Work task —
Repeat every line of the material below exactly.

Exercise input —
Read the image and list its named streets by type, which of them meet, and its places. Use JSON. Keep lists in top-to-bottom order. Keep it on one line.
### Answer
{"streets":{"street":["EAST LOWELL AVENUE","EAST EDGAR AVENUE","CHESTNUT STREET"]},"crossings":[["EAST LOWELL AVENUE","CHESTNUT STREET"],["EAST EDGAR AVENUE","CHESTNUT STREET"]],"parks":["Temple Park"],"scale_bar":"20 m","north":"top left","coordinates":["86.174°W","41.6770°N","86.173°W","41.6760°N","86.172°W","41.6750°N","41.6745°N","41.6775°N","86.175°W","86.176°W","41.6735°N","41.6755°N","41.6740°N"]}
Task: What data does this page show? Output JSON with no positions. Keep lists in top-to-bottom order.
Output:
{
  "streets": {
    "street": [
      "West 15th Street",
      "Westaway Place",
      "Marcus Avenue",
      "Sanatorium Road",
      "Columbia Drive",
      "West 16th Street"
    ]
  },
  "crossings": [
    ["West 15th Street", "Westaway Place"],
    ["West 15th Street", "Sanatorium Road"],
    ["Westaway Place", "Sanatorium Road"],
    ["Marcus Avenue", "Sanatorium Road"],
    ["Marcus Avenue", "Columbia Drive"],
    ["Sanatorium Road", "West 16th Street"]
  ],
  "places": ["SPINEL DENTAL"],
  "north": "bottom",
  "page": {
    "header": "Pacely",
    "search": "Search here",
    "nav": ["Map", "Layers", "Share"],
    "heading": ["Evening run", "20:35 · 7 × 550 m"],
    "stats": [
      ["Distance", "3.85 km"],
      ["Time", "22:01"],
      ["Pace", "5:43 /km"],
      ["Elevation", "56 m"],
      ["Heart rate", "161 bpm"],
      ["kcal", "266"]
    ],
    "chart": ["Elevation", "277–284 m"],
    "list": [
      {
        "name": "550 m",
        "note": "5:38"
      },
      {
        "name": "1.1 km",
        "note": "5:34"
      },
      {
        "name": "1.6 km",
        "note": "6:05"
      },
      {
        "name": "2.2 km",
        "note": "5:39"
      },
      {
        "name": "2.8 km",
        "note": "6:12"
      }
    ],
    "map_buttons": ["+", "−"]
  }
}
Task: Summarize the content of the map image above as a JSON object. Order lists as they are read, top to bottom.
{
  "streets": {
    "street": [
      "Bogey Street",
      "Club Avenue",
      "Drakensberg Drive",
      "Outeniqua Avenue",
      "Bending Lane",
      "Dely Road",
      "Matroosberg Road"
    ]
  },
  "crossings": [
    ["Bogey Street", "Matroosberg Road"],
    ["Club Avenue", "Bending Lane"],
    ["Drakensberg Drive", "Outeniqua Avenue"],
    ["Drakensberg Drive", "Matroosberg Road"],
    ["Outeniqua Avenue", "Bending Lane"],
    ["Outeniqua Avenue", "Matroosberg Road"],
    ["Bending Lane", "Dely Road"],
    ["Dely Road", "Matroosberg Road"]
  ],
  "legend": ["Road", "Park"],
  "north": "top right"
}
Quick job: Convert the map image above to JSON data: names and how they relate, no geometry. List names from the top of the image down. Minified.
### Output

Answer to the problem —
Read the image and list its named streets by type, which of them meet, and its places. Use JSON. Keep lists in top-to-bottom order. Keep it on one line.
### Answer
{"streets":{"street":["EAST LOWELL AVENUE","EAST EDGAR AVENUE","CHESTNUT STREET"]},"crossings":[["EAST LOWELL AVENUE","CHESTNUT STREET"],["EAST EDGAR AVENUE","CHESTNUT STREET"]],"parks":["Temple Park"],"scale_bar":"20 m","north":"top left","coordinates":["86.174°W","41.6770°N","86.173°W","41.6760°N","86.172°W","41.6750°N","41.6745°N","41.6775°N","86.175°W","86.176°W","41.6735°N","41.6755°N","41.6740°N"]}
Task: What data does this page show? Output JSON with no positions. Keep lists in top-to-bottom order.
Output:
{
  "streets": {
    "street": [
      "West 15th Street",
      "Westaway Place",
      "Marcus Avenue",
      "Sanatorium Road",
      "Columbia Drive",
      "West 16th Street"
    ]
  },
  "crossings": [
    ["West 15th Street", "Westaway Place"],
    ["West 15th Street", "Sanatorium Road"],
    ["Westaway Place", "Sanatorium Road"],
    ["Marcus Avenue", "Sanatorium Road"],
    ["Marcus Avenue", "Columbia Drive"],
    ["Sanatorium Road", "West 16th Street"]
  ],
  "places": ["SPINEL DENTAL"],
  "north": "bottom",
  "page": {
    "header": "Pacely",
    "search": "Search here",
    "nav": ["Map", "Layers", "Share"],
    "heading": ["Evening run", "20:35 · 7 × 550 m"],
    "stats": [
      ["Distance", "3.85 km"],
      ["Time", "22:01"],
      ["Pace", "5:43 /km"],
      ["Elevation", "56 m"],
      ["Heart rate", "161 bpm"],
      ["kcal", "266"]
    ],
    "chart": ["Elevation", "277–284 m"],
    "list": [
      {
        "name": "550 m",
        "note": "5:38"
      },
      {
        "name": "1.1 km",
        "note": "5:34"
      },
      {
        "name": "1.6 km",
        "note": "6:05"
      },
      {
        "name": "2.2 km",
        "note": "5:39"
      },
      {
        "name": "2.8 km",
        "note": "6:12"
      }
    ],
    "map_buttons": ["+", "−"]
  }
}
Task: Summarize the content of the map image above as a JSON object. Order lists as they are read, top to bottom.
{
  "streets": {
    "street": [
      "Bogey Street",
      "Club Avenue",
      "Drakensberg Drive",
      "Outeniqua Avenue",
      "Bending Lane",
      "Dely Road",
      "Matroosberg Road"
    ]
  },
  "crossings": [
    ["Bogey Street", "Matroosberg Road"],
    ["Club Avenue", "Bending Lane"],
    ["Drakensberg Drive", "Outeniqua Avenue"],
    ["Drakensberg Drive", "Matroosberg Road"],
    ["Outeniqua Avenue", "Bending Lane"],
    ["Outeniqua Avenue", "Matroosberg Road"],
    ["Bending Lane", "Dely Road"],
    ["Dely Road", "Matroosberg Road"]
  ],
  "legend": ["Road", "Park"],
  "north": "top right"
}
Quick job: Convert the map image above to JSON data: names and how they relate, no geometry. List names from the top of the image down. Minified.
### Output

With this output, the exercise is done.